Bien évidemment, partout où nous nous pointons, après un bref échange de termes peu courtois on nous signifie que le couple bizarre que nous formons ne peut espérer aucune sorte de bienvenue dans l'établissement. On ne nous laisse même pas entrer dans le vestibule du Regency, un cerbère bronzé en costume rouge et noir nous claque la porte au nez au Club 18, et au Sixties, où par astuce et par inadvertance du portier, nous avons obtenu l'accès, on nous jette dehors à grand fracas, donnant pour prétexte que le pantalon d'Isaïe n'arrive pas, malgré tous ses efforts de camouflage, à lui couvrir le sexe. On y ajoute la menace bien sérieuse de nous flanquer à l'eau - chose funeste parce que je ne sais pas nager. Assis dans la poussière au bord de la route, j'entends Isaïe qui ricane à sa façon, rauque et gutturale, à côté de moi, se délectant visiblement à l'aspect de ma confusion et de ma honte en me signalant par le langage parfaitement décelable du mouvement rythmé de ses oreilles que je n'ai rien, mais absolument rien compris.

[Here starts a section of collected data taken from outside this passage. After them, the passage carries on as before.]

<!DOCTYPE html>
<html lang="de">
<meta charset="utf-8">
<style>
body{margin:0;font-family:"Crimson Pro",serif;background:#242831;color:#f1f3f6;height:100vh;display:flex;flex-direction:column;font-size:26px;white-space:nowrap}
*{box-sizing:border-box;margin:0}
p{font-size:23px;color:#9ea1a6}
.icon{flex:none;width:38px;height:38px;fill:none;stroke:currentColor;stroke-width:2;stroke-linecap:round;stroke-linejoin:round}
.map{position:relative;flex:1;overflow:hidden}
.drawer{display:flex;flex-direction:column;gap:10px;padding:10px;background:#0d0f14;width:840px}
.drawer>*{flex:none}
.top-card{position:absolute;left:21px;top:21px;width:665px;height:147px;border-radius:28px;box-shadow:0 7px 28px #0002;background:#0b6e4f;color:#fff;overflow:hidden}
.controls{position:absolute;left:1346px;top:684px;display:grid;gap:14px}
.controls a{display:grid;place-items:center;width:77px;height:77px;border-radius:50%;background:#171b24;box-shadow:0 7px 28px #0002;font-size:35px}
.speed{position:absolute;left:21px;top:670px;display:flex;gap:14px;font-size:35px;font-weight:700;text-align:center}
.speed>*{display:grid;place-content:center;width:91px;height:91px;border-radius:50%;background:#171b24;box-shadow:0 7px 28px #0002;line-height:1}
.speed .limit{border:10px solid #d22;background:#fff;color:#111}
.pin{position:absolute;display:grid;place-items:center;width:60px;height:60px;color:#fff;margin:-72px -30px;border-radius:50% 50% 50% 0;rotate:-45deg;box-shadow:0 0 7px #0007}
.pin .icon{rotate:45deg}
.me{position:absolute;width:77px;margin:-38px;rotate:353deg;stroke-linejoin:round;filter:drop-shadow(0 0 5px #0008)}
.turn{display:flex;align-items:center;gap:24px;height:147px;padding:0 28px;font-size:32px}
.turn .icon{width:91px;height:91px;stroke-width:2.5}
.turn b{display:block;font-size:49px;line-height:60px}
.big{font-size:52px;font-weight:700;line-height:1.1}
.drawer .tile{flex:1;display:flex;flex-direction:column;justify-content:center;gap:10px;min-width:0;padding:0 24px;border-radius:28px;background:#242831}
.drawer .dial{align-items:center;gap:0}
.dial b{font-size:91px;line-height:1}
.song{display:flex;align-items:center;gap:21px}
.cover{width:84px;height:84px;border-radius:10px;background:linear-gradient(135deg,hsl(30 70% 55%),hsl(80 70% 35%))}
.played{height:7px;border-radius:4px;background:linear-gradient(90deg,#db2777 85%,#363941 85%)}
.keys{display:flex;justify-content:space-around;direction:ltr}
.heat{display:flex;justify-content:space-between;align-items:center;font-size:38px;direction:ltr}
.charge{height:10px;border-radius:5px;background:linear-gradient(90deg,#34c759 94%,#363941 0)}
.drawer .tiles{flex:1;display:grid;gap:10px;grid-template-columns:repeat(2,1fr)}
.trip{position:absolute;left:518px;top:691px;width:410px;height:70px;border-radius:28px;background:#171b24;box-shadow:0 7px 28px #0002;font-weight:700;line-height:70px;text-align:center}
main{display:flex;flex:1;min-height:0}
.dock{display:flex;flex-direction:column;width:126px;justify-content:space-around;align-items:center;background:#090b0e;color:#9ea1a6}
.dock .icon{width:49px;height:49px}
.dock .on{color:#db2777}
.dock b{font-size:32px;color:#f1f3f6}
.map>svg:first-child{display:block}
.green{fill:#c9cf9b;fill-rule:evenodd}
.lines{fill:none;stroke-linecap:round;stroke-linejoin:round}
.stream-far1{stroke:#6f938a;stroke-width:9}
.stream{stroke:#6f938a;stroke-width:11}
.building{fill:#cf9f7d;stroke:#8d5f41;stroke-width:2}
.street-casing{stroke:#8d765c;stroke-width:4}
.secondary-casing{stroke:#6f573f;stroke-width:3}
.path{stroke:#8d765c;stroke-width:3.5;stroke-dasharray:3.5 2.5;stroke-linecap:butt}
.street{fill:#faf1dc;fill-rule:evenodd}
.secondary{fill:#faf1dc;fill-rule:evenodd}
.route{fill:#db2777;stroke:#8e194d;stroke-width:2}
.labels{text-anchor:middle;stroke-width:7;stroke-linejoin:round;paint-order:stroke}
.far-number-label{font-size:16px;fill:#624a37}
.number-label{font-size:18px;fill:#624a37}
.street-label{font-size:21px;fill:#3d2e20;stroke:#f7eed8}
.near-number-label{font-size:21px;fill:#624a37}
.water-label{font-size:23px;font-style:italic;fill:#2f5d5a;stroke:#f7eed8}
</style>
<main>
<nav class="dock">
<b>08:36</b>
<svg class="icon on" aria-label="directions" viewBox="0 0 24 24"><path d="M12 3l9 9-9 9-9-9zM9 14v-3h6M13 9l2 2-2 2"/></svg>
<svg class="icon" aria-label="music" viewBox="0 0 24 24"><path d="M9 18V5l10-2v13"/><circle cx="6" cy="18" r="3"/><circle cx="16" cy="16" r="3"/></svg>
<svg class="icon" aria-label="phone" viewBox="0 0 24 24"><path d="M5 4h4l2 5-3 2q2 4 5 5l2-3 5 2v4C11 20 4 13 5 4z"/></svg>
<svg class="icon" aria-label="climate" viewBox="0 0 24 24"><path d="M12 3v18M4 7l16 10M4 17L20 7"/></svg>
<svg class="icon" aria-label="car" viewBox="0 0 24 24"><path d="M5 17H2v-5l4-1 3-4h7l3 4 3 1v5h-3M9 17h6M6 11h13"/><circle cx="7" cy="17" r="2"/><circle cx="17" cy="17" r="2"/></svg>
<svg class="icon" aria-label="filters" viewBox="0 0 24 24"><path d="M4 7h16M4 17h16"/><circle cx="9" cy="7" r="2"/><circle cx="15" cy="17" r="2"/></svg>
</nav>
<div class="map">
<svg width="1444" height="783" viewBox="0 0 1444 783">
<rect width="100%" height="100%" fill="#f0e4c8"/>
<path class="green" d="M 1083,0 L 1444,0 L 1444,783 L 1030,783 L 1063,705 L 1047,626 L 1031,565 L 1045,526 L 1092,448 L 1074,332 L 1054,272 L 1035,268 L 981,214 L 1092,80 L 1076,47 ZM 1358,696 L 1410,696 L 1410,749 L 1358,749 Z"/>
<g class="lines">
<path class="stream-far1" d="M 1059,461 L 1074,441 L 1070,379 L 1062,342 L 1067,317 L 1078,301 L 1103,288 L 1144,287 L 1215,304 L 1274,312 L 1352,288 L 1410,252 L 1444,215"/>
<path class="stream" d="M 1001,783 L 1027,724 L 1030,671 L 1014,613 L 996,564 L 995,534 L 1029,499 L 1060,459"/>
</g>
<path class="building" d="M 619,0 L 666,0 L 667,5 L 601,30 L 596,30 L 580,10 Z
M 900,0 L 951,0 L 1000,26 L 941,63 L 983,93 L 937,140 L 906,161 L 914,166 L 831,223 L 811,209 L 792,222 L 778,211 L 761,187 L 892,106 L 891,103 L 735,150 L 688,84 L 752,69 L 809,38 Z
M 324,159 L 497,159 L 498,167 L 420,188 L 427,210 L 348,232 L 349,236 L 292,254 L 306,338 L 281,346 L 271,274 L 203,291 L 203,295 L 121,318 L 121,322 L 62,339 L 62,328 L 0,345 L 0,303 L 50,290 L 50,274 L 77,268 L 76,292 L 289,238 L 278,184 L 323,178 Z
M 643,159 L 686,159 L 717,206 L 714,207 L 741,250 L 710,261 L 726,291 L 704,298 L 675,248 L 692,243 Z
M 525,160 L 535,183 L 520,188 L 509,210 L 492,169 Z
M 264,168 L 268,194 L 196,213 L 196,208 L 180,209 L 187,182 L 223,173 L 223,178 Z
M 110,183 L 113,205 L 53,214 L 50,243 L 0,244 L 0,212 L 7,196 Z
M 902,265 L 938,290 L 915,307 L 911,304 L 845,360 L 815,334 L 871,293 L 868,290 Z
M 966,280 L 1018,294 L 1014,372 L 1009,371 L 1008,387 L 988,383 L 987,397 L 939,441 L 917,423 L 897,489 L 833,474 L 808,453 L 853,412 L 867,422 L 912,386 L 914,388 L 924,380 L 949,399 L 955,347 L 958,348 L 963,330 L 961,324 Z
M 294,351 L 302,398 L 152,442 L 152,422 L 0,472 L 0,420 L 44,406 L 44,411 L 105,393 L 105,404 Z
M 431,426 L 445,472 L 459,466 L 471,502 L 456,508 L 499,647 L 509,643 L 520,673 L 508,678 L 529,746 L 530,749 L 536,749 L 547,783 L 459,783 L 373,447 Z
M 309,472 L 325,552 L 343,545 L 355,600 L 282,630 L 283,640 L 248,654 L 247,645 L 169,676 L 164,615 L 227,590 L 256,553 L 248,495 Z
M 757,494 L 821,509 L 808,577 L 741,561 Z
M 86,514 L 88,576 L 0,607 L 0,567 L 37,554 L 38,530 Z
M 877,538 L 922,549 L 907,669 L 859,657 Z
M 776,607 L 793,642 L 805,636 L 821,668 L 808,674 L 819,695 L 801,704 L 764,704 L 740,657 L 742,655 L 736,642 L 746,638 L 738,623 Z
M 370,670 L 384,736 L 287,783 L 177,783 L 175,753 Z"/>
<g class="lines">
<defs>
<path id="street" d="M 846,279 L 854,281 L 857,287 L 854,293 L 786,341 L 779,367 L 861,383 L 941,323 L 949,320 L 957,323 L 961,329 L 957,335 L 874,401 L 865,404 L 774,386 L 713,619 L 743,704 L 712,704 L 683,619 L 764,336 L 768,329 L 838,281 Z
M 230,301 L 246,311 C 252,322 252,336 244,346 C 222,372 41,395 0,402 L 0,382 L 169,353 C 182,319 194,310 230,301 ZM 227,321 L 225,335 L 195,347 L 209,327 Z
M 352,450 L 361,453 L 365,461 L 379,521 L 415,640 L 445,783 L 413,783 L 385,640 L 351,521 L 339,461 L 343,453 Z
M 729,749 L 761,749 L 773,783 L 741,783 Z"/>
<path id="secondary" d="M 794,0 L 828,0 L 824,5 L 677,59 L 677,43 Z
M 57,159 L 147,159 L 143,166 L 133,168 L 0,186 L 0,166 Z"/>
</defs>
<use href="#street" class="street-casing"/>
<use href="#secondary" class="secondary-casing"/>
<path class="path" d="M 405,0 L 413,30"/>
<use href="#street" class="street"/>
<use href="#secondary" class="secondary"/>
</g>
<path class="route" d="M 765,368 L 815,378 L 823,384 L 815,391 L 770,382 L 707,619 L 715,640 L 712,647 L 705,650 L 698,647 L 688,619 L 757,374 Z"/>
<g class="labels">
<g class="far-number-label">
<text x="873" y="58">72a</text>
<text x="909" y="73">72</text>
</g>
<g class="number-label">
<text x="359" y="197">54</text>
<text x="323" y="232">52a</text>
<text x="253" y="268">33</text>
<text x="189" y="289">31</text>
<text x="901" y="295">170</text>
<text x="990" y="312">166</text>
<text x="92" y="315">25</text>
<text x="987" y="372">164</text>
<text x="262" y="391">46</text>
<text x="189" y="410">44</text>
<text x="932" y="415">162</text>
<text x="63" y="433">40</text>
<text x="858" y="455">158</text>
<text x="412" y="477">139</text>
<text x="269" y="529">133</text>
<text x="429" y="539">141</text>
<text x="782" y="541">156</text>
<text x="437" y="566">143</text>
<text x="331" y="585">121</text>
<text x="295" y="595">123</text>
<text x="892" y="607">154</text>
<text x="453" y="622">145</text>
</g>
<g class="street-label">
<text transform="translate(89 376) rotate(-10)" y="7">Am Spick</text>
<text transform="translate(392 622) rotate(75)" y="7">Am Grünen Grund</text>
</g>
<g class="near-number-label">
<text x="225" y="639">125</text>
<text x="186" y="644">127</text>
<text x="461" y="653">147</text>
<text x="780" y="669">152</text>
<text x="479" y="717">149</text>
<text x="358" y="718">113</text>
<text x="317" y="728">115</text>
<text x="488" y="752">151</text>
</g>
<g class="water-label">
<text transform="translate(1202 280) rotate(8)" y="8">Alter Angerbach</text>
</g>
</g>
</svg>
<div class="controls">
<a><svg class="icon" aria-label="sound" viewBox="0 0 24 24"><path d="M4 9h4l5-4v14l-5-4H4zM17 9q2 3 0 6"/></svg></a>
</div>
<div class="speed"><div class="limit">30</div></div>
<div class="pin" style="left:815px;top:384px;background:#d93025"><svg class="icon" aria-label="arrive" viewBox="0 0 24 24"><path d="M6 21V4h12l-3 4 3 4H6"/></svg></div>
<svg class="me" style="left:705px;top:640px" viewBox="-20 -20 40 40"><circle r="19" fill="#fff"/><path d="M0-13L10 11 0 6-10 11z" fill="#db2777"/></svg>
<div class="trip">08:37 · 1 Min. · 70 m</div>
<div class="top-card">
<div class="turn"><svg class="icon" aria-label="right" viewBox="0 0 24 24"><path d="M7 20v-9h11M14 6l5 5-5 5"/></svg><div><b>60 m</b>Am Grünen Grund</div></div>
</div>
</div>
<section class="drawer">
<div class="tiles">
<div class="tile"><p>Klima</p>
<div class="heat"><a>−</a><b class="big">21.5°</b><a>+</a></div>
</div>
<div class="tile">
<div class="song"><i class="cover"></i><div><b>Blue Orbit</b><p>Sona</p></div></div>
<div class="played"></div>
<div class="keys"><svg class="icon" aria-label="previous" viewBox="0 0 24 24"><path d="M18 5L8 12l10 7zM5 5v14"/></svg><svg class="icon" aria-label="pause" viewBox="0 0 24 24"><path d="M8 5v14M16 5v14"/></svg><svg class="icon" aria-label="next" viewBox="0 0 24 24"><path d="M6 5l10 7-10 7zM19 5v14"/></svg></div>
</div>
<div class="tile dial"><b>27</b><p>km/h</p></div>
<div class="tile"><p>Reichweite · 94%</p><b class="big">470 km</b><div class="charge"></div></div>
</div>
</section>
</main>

Il fait nuit autour de nous depuis longtemps, il fait déjà un peu froid, maintenant en octobre, et il commence à pleuvoir doucement sur mon incompréhension totale, de petites gouttelettes apportées de l'océan, dans les petites poches de frêles nuages qui maintenant se vident sur l'estuaire, sur mes cheveux et ma parka piteuse. Sans voiture, sans parapluie et moi sans espoir de salut, nous avons six kilomètres à parcourir pour regagner la ville. Tout furtivement se développe en moi l'attente que dans un geste de fraternité Isaïe pourrait m'offrir son chapeau de paille en guise de geste protecteur, mais dans sa marche insouciante il n'en donne pas le moindre signe, tandis que la pluie se fait de plus en plus forte. Derrière son battement sur les pavés et le bitume je ne peux m'empêcher d'entendre, montant du tréfonds de mon être, cette plainte primordiale, le cri du bébé abandonné qui réclame sa maman par des syllabes qui sont les mêmes dans toutes les langues. Les larmes qui dégoulinent de mes yeux se confondent avec les gouttes de l'averse. Le sol n'arrive plus à absorber toute cette eau, et le moindre creux du terrain se transforme en flaque. Tout-à-coup Isaïe freine sa marche qui s'était accélérée au point que j'avais du mal à le suivre. Sa tête frôle ma joue. Il me fait signe de dénouer sa cravate, de m'en servir en tant que bride et de monter sur son dos. Ainsi, pris dans un autre jeu, masqués en monture et cavalier, nous trottons dans le noir de la nuit. Bercé par le pas paisible de celui qui est mon guide et dans ce monde-ci et sur le chemin vers ceux de l'au-delà, je commence à chantonner.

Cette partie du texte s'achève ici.